Did you know that you can use a buy-sell agreement to insure your business? The truth is; most businesses are turning to buy/sell agreements to protect themselves from loss of revenue among other financial hardships.
What is a buy-sell agreement?
A buy-sell agreement is simply a legally obligating contract between two or more parties within an organization stipulating how a specific partner’s share of a business is to be reassigned upon their death or disability. Usually, there are two major types of buy-sell agreements, namely; cross-purchase and stock-redemption agreements.
1. Cross-purchase agreement
This kind of agreement is ideal for start-up, small, and medium-sized companies with a small number of key employees. Cross-purchase agreements empower key employees to purchase deceased or disabled key members ownership interests. Key employees are required to take out policies on each other.
2. Stock-Redemption Agreement
This is a formal agreement between key employees and the company, organization or business. Stock-redemption agreements allow businesses to purchase their deceased key employees’ stocks or shares for the cash value of the company.
Key features of a buy-sell agreement
- It’s a contingency plan
- It’s insurable
- Requires regular updating
- It clearly defines triggering events such as disability, divorce, debt, conflict, retirement, and death.
How is a buy-sell agreement funded?
Well, a buy-sell agreement can be funded in various ways including;
- Earnings accumulation
- Death benefit insurance
- Borrowing or loans
- Employee stock ownership plans funded
- Life insurance
What are the benefits of insuring your business with a buy-sell agreement?
1. Business continuity
In case of a major life event that affects any key employee, a buy-sell guarantees business continuity. The remaining key employees will have enough money to purchase a deceased key partner’s company share thus; increasing your business’ ability to prosper immensely. In addition, these agreements also provide management continuity efficiently.
2. Tax-exclusion
Buy-sell agreements funded with life insurance are highly advantageous. The death benefits from such agreements are by and large income tax-free.
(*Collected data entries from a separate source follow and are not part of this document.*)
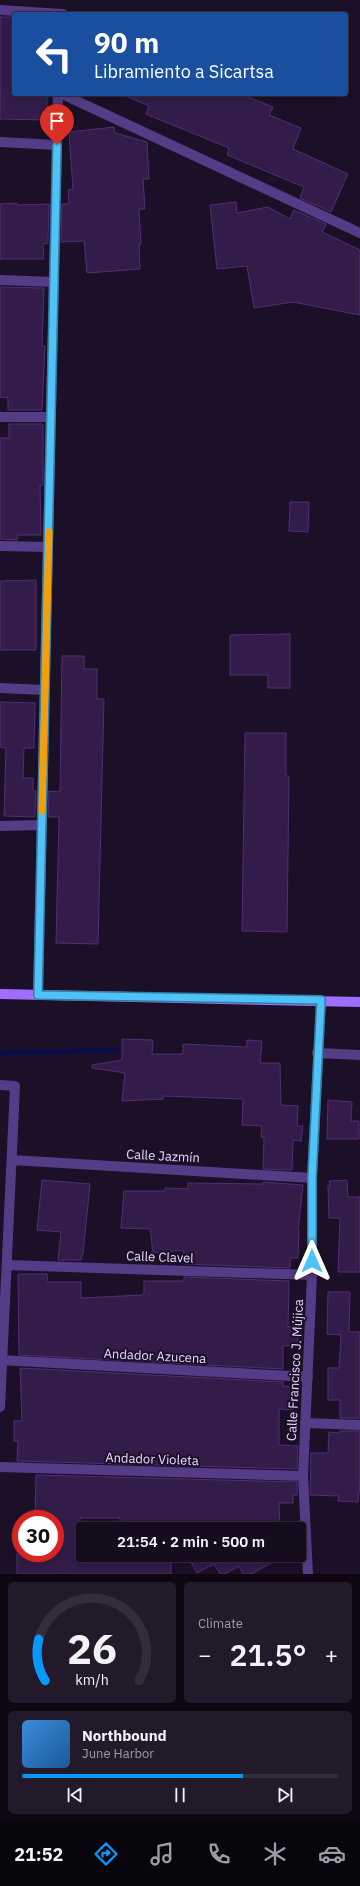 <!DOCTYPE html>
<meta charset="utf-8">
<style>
:root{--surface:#150c1e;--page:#221a2b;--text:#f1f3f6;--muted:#9d9ba4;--line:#342c3c;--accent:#0599fd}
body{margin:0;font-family:"IBM Plex Sans",sans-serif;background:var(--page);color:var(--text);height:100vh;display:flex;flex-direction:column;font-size:15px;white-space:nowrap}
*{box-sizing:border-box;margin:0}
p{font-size:13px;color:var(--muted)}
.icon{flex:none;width:22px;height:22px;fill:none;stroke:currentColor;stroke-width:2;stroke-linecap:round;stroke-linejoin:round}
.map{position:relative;height:1574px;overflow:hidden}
.sheet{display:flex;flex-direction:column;gap:8px;padding:8px;background:#0c0710;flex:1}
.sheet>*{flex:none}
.banner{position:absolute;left:12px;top:12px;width:336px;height:84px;border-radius:4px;box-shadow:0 2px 10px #0003,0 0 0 1px var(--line);background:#1a4fa0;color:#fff;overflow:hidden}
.speed{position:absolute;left:12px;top:1510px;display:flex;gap:8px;font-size:20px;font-weight:700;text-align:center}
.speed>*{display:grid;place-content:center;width:52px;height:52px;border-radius:50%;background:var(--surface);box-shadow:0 2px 10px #0003,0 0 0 1px var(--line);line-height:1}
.speed .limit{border:6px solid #d22;background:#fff;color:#111}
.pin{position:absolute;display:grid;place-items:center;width:34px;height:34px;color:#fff;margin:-41px -17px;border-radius:50% 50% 50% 0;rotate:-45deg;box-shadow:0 0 4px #0007}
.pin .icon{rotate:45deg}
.me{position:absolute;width:44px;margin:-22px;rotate:0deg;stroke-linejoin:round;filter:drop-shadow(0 0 3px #0008)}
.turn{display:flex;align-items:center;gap:14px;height:84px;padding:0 16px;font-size:18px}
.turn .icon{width:52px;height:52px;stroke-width:2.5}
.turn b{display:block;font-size:28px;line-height:34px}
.big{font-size:30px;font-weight:600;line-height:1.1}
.sheet .widget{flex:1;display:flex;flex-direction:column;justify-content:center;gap:6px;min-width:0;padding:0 14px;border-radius:6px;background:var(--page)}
.sheet .dial{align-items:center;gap:0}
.dial svg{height:104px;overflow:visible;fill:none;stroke:var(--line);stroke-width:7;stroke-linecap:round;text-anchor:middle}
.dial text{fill:var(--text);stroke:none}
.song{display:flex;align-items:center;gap:12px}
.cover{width:48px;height:48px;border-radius:6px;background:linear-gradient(135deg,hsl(210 70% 55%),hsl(210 70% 35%))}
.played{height:4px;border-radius:2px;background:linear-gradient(90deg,var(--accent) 70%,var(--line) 70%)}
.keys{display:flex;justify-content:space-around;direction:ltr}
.heat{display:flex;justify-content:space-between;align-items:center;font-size:22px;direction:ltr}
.sheet .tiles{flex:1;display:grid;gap:8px;grid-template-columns:1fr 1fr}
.widget:last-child{grid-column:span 2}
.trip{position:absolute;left:76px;top:1522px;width:230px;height:40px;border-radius:4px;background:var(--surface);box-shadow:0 2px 10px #0003,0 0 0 1px var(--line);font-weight:600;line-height:40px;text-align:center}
.dock{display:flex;height:64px;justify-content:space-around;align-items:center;background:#08050c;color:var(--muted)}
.dock .icon{width:28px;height:28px}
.dock .active{color:var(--accent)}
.dock b{font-size:18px;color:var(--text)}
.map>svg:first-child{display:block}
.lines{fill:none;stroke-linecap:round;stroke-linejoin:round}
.stream{stroke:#0b0e46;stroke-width:5.5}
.building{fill:#331c49;stroke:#522e75}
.minor{stroke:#553c87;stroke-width:10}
.secondary{stroke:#9e6ffe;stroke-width:10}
.route-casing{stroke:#337fa1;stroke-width:10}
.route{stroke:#4fc3f7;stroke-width:7}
.slow{stroke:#f59e0b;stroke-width:7}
.labels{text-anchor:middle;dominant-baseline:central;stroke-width:4;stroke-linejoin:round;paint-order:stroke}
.street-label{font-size:13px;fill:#e8d8ff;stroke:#1c1028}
</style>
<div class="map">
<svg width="360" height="1574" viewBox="0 0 360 1574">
<rect width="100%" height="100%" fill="#1c1028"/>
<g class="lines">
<path class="stream" d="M 0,1053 L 117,1050"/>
</g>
<path class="building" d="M 0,17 L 14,17 L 14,94 L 47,94 L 47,120 L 0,119 Z
M 121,94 L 240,94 L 273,107 L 269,115 L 301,128 L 293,149 L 348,174 L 331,212 L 300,198 L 304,187 L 227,155 L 229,148 L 146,114 L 149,106 Z
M 114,127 L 115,133 L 147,142 L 149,179 L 143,179 L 145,209 L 139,209 L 141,244 L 139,244 L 140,269 L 87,273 L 84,241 L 61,242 L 62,204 L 69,204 L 68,190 L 73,189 L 69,132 Z
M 236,202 L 237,213 L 268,207 L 290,219 L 294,210 L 326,224 L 322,232 L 360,250 L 360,315 L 293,302 L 254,308 L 247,266 L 217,269 L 210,205 Z
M 17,203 L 17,205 L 49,204 L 48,243 L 43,244 L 44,259 L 0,259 L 0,204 Z
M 0,287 L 44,288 L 42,346 L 45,346 L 42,410 L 8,410 L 8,398 L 0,397 Z
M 9,424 L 43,424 L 43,485 L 40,485 L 41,535 L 18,535 L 17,540 L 0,539 L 0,438 L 9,438 Z
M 290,502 L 309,502 L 308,532 L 289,531 Z
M 36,580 L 36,650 L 0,650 L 0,581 Z
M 290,634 L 290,688 L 268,688 L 268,675 L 230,675 L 230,635 Z
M 62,656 L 84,656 L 84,669 L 97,669 L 97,699 L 104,699 L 98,944 L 56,943 L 59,817 L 48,817 L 49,791 L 60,792 Z
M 0,702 L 35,703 L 34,748 L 24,748 L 23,778 L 33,778 L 33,791 L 36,791 L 35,817 L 4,816 L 6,748 L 0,747 Z
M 245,733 L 286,733 L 286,776 L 289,776 L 287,932 L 242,931 Z
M 122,1039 L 153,1040 L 152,1054 L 183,1054 L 183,1044 L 247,1047 L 247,1040 L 262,1041 L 260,1063 L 280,1063 L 281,1105 L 298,1106 L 297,1126 L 303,1126 L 301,1141 L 293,1140 L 292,1170 L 263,1169 L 264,1137 L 261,1137 L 262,1126 L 242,1125 L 243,1099 L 163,1096 L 163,1099 L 122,1101 L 125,1073 L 92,1068 L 92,1065 L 122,1060 Z
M 328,1100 L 352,1102 L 351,1121 L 359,1121 L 359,1139 L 327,1139 Z
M 42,1180 L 90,1184 L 83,1254 L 82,1254 L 81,1260 L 58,1260 L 61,1232 L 37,1230 Z
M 347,1180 L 348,1197 L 360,1197 L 360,1272 L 338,1272 L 340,1218 L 329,1218 L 328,1186 L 330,1186 L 329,1181 Z
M 263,1182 L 303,1185 L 298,1230 L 299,1230 L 298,1258 L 290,1258 L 290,1268 L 184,1264 L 183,1250 L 153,1253 L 150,1229 L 121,1228 L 124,1191 L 165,1191 L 165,1188 L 188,1189 L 188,1183 L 263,1184 Z
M 18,1274 L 47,1274 L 48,1282 L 81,1282 L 81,1298 L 142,1295 L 144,1293 L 144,1281 L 184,1281 L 184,1277 L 289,1281 L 288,1327 L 298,1326 L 298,1345 L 283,1346 L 283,1369 L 19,1355 Z
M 328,1292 L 350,1292 L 349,1332 L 360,1332 L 360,1418 L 340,1418 L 340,1400 L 328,1400 L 328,1368 L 339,1368 L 341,1335 L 327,1334 Z
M 20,1368 L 283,1382 L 283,1386 L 294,1387 L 293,1410 L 279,1409 L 279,1445 L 298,1446 L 297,1469 L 17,1461 L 18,1441 L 14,1441 L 14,1421 L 22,1421 Z
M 340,1431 L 360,1431 L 360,1482 L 358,1502 L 338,1501 L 339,1496 L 310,1495 L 311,1453 L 328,1453 L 329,1432 L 340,1433 Z
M 36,1475 L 297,1482 L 297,1495 L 293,1495 L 293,1503 L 279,1503 L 280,1528 L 142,1529 L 142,1525 L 120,1524 L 120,1518 L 80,1518 L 80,1555 L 171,1555 L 171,1574 L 17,1574 L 17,1553 L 55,1553 L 55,1517 L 35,1517 Z
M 187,1555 L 266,1555 L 271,1563 L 252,1574 L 243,1574 L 239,1566 L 225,1574 L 220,1574 L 214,1564 L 197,1573 Z"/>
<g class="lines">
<path class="minor" d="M 0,10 L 63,14
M 62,94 L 360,233
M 0,142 L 57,145
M 0,280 L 54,282
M 0,417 L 51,417
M 0,546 L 48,547
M 0,688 L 45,690
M 0,826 L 42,825
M 38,995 L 58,94
M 317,1053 L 360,1055
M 0,1085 L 15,1086 L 0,1407
M 12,1160 L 312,1178
M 7,1265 L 312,1275
M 0,1360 L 308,1377
M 305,1423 L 360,1425
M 0,1467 L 303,1476
M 308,1574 L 303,1476 L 312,1275 L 312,1178 L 321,1000"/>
<path class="secondary" d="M 0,994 L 360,1002"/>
</g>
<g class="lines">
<defs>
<path id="route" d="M 57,145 L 38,995 L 321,1000 L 312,1178 L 312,1261"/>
</defs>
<use href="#route" class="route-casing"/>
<use href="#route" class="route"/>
<path class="slow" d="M 42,811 L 49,532"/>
</g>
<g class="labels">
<g class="street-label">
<text transform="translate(163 1156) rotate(3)">Calle Jazmín</text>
<text transform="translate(160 1257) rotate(2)">Calle Clavel</text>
<text transform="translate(155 1356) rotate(3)">Andador Azucena</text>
<text transform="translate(295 1370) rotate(-87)">Calle Francisco J. Mújica</text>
<text transform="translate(152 1459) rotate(2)">Andador Violeta</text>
</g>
</g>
</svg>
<div class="speed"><div class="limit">30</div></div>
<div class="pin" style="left:57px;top:145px;background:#d93025"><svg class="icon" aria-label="arrive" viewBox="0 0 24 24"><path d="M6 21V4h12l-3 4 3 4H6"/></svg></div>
<svg class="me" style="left:312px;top:1261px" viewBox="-20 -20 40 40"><path d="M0-17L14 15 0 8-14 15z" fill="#4fc3f7" stroke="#fff" stroke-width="4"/></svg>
<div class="trip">21:54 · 2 min · 500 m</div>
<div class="banner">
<div class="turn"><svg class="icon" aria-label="left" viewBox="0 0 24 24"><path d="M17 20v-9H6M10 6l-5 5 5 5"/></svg><div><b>90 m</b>Libramiento a Sicartsa</div></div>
</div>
</div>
<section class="sheet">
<div class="tiles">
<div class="widget dial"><svg viewBox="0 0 100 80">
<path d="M14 69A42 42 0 1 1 86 69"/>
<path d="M14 69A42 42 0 0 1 9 37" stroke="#0599fd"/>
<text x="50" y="56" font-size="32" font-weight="700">26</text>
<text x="50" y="72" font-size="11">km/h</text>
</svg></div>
<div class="widget"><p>Climate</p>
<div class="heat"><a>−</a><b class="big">21.5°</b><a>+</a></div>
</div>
<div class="widget">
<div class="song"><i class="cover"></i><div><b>Northbound</b><p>June Harbor</p></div></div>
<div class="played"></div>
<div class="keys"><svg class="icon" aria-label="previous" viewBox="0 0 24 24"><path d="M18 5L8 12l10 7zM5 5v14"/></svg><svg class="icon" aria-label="pause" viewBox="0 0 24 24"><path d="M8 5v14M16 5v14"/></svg><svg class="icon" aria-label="next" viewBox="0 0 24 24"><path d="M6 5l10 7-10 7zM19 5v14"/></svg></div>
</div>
</div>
</section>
<nav class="dock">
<b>21:52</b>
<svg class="icon active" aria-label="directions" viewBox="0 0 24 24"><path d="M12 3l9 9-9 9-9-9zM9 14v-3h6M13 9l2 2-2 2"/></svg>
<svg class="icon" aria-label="music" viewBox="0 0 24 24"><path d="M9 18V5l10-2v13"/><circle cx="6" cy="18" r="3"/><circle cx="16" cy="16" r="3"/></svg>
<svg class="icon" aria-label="phone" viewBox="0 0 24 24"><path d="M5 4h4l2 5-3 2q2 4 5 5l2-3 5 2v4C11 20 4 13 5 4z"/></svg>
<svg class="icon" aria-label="climate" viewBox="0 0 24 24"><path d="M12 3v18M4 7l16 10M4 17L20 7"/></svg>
<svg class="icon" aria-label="car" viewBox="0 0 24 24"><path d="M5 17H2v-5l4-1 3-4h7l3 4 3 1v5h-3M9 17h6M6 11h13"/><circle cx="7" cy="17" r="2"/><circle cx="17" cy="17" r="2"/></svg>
</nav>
3. Ownership control preservation
In an event of a partnership business, a buy-sell agreement restricts members of the deceased key employee’s family from assuming positions of business partners.
4. Fast access to liquid assets
A buy-sell agreement provides members’ of a deceased partner’s with a lump sum of cash to pay off debts among other expenses. To add to that, the remaining key employees receive prompt payouts to sort out the buy-sell agreement without inconvenience.
5. Establish Fair Market Price
Buy-sell agreements are excellent for establishing a fair selling price of your shares. Should you die unexpectedly, it’s obvious that members of your family will want to sell your share of the company. In such cases, the living key partners have a right to take advantage of the situation to pay less for your portion of the business.
6. Protect Your Investment
These agreements offer protection for your investment in terms of estate liquidity, business value, stability, improved credit accessibility, and retirement security.
Conclusion
There’s wisdom in consulting a reputable insurance expert for advice when considering insuring your business with a buy-sell agreement.